> [GIVEN ENTRIES]:
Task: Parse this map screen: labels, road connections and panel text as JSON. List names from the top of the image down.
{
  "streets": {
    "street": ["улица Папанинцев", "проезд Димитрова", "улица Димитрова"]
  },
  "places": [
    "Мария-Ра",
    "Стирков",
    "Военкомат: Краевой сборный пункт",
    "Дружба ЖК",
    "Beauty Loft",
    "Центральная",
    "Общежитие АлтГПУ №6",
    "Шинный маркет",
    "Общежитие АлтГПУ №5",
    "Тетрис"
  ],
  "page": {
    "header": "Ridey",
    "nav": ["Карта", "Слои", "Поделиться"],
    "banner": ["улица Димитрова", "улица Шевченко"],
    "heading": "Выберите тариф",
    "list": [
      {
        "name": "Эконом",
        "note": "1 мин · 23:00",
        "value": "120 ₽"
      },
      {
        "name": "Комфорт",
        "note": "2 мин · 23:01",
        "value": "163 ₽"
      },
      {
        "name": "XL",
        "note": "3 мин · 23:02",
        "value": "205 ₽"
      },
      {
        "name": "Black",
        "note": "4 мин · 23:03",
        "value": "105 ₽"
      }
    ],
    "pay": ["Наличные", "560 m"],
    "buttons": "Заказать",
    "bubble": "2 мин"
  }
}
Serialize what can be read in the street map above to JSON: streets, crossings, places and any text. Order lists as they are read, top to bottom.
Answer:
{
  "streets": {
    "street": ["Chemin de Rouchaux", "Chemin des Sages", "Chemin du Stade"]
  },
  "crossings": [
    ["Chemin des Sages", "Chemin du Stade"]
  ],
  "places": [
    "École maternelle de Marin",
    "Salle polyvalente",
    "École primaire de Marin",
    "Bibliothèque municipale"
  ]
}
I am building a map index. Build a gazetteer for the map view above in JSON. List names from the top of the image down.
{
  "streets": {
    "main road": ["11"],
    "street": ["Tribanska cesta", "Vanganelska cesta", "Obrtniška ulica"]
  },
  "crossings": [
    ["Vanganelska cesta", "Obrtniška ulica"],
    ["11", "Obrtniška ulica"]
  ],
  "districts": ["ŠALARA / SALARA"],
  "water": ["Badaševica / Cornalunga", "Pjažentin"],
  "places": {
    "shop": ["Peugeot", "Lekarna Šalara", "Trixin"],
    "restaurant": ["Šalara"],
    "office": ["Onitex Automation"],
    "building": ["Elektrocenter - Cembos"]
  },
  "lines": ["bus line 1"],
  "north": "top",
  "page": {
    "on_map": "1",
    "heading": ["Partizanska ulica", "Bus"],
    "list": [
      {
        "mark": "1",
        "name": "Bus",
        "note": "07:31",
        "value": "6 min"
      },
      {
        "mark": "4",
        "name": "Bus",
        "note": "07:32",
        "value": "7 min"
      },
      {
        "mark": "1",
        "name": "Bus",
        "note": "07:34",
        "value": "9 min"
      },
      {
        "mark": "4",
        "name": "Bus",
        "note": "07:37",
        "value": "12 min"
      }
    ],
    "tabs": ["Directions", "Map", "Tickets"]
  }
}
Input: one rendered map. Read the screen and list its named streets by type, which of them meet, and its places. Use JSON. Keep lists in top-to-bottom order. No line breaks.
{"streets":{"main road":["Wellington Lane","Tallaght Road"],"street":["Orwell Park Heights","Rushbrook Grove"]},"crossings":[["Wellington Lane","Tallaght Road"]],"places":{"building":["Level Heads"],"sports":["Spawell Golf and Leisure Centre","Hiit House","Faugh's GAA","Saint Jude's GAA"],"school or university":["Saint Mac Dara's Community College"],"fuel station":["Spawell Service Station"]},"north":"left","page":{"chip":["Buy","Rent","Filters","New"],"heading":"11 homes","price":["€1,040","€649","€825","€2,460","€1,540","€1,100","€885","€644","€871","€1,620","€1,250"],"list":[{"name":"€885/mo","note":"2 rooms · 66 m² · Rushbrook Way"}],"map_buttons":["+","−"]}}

> [WHAT THE TASK REQUIRES]: Every line of the data above should be reproduced word for word.

> [TASK SOLUTION]:
Task: Parse this map screen: labels, road connections and panel text as JSON. List names from the top of the image down.
{
  "streets": {
    "street": ["улица Папанинцев", "проезд Димитрова", "улица Димитрова"]
  },
  "places": [
    "Мария-Ра",
    "Стирков",
    "Военкомат: Краевой сборный пункт",
    "Дружба ЖК",
    "Beauty Loft",
    "Центральная",
    "Общежитие АлтГПУ №6",
    "Шинный маркет",
    "Общежитие АлтГПУ №5",
    "Тетрис"
  ],
  "page": {
    "header": "Ridey",
    "nav": ["Карта", "Слои", "Поделиться"],
    "banner": ["улица Димитрова", "улица Шевченко"],
    "heading": "Выберите тариф",
    "list": [
      {
        "name": "Эконом",
        "note": "1 мин · 23:00",
        "value": "120 ₽"
      },
      {
        "name": "Комфорт",
        "note": "2 мин · 23:01",
        "value": "163 ₽"
      },
      {
        "name": "XL",
        "note": "3 мин · 23:02",
        "value": "205 ₽"
      },
      {
        "name": "Black",
        "note": "4 мин · 23:03",
        "value": "105 ₽"
      }
    ],
    "pay": ["Наличные", "560 m"],
    "buttons": "Заказать",
    "bubble": "2 мин"
  }
}
Serialize what can be read in the street map above to JSON: streets, crossings, places and any text. Order lists as they are read, top to bottom.
Answer:
{
  "streets": {
    "street": ["Chemin de Rouchaux", "Chemin des Sages", "Chemin du Stade"]
  },
  "crossings": [
    ["Chemin des Sages", "Chemin du Stade"]
  ],
  "places": [
    "École maternelle de Marin",
    "Salle polyvalente",
    "École primaire de Marin",
    "Bibliothèque municipale"
  ]
}
I am building a map index. Build a gazetteer for the map view above in JSON. List names from the top of the image down.
{
  "streets": {
    "main road": ["11"],
    "street": ["Tribanska cesta", "Vanganelska cesta", "Obrtniška ulica"]
  },
  "crossings": [
    ["Vanganelska cesta", "Obrtniška ulica"],
    ["11", "Obrtniška ulica"]
  ],
  "districts": ["ŠALARA / SALARA"],
  "water": ["Badaševica / Cornalunga", "Pjažentin"],
  "places": {
    "shop": ["Peugeot", "Lekarna Šalara", "Trixin"],
    "restaurant": ["Šalara"],
    "office": ["Onitex Automation"],
    "building": ["Elektrocenter - Cembos"]
  },
  "lines": ["bus line 1"],
  "north": "top",
  "page": {
    "on_map": "1",
    "heading": ["Partizanska ulica", "Bus"],
    "list": [
      {
        "mark": "1",
        "name": "Bus",
        "note": "07:31",
        "value": "6 min"
      },
      {
        "mark": "4",
        "name": "Bus",
        "note": "07:32",
        "value": "7 min"
      },
      {
        "mark": "1",
        "name": "Bus",
        "note": "07:34",
        "value": "9 min"
      },
      {
        "mark": "4",
        "name": "Bus",
        "note": "07:37",
        "value": "12 min"
      }
    ],
    "tabs": ["Directions", "Map", "Tickets"]
  }
}
Input: one rendered map. Read the screen and list its named streets by type, which of them meet, and its places. Use JSON. Keep lists in top-to-bottom order. No line breaks.
{"streets":{"main road":["Wellington Lane","Tallaght Road"],"street":["Orwell Park Heights","Rushbrook Grove"]},"crossings":[["Wellington Lane","Tallaght Road"]],"places":{"building":["Level Heads"],"sports":["Spawell Golf and Leisure Centre","Hiit House","Faugh's GAA","Saint Jude's GAA"],"school or university":["Saint Mac Dara's Community College"],"fuel station":["Spawell Service Station"]},"north":"left","page":{"chip":["Buy","Rent","Filters","New"],"heading":"11 homes","price":["€1,040","€649","€825","€2,460","€1,540","€1,100","€885","€644","€871","€1,620","€1,250"],"list":[{"name":"€885/mo","note":"2 rooms · 66 m² · Rushbrook Way"}],"map_buttons":["+","−"]}}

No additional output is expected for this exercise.